Fun Android developer tip, custom views will not necessarily behave the same when added through XML instead of Java.
getResources().getDisplayMetrics().density will help with a majority of any scale issues.
You created an Android game back in October 2008. To this end, you used your old school AWT skills to create a custom view, an animation loop, and a touch event listener to get touches using XY coordinates. Then you went back to your full time job because applications couldn't be sold and there was no advertising platform for Android, yet.
Fast forward to modern times. You come back to this game and decide to try to add some advertising to support development of a new version of the game. Whoa, there have been 6 new versions of Android released in the meantime and a lot of different phones are now on the market as well. You build your game against 1.6 and 2.1 and test on your phones with 3 different size screens (QVGA, HVGA, WVGA -- you do have one of each, right?). Everything works great. There are a few details to clean up, but in general, cool beans.

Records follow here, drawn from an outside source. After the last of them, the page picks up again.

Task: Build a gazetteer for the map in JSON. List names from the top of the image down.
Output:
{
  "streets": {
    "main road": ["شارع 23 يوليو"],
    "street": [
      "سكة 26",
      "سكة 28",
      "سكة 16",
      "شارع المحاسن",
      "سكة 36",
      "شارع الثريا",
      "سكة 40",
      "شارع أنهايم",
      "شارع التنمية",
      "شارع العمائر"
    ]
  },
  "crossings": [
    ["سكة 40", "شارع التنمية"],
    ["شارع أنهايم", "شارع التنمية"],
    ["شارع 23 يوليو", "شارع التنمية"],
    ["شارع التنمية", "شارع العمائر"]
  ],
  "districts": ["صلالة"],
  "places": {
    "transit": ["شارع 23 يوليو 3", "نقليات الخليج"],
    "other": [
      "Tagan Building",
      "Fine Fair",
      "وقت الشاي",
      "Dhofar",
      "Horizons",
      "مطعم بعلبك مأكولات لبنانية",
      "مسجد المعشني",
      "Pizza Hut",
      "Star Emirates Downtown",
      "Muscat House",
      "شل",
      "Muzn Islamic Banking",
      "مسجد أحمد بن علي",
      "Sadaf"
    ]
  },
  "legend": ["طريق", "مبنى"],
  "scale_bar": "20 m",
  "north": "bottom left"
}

You go to add an ad banner to your app and the example code all points to using XML layouts instead of setting everything up in your Activity. Everything's set up to use XML layouts now et voila. Something's wrong. The ad banner shows up fine, and your game screen shows up fine but touch events are all screwy. Let's say that a circle is drawn around where each touch happens. On the HVGA phone, everything looks as it did before. On the QVGA phone, the circles are way bigger than they should be. On the WVGA phone, the circles are way smaller than they should be. Given that everything worked fine when it was all Java, Android knows how to scale things for you, it just doesn't want to do it for you when you use an XML layout because Android is a good father. Doing something for yourself even when it's already done for you is character building.
The issue is that you responded to XY touch events with the assumption that XY distance would always be XY distance. This isn't true for different density displays. X pixels on low density screens travels much further than the same X pixels on high density screens. In XML, the general solution for dealing with this is adding dip to the end if things. Density independent pixels... mmm... tasty... Wait, the draw methods only have float arguments. Where's my dip goodness?
final float scale = getResources().getDisplayMetrics().density;
Multiply all of your draw coordinates with this scale value and you'll be mostly done.
If you have xml and xml-hdpi folders and everything works great on Android 1.6+, don't be surprised if things are borked on Android 1.5. When the documentation says that unknown modifiers will be ignored, it doesn't mean you're all set and Cupcake will use xml and ignore xml-hdpi. It means it will ignore the "hdpi" modifier and will consider the two folders equivalent. It will just pick whichever resource it wants to use (read: it will usually choose xml-hdpi out of spite). To fix this, rename xml-hdpi to xml-hdpi-v4. "v4" means "use for API level 4 and higher".
Super bonus tip
If you're using values and values-land to store separate parameters to make a widget look nice in both portrait and landscape orientations, it'll work for Android 1.6+ not not for Android 1.5. Fingers crossed that the 35-40% of Android users on 1.5 today don't have phones that change the home screen to landscape (Sprint, AT&T backflip, Europe, etc.).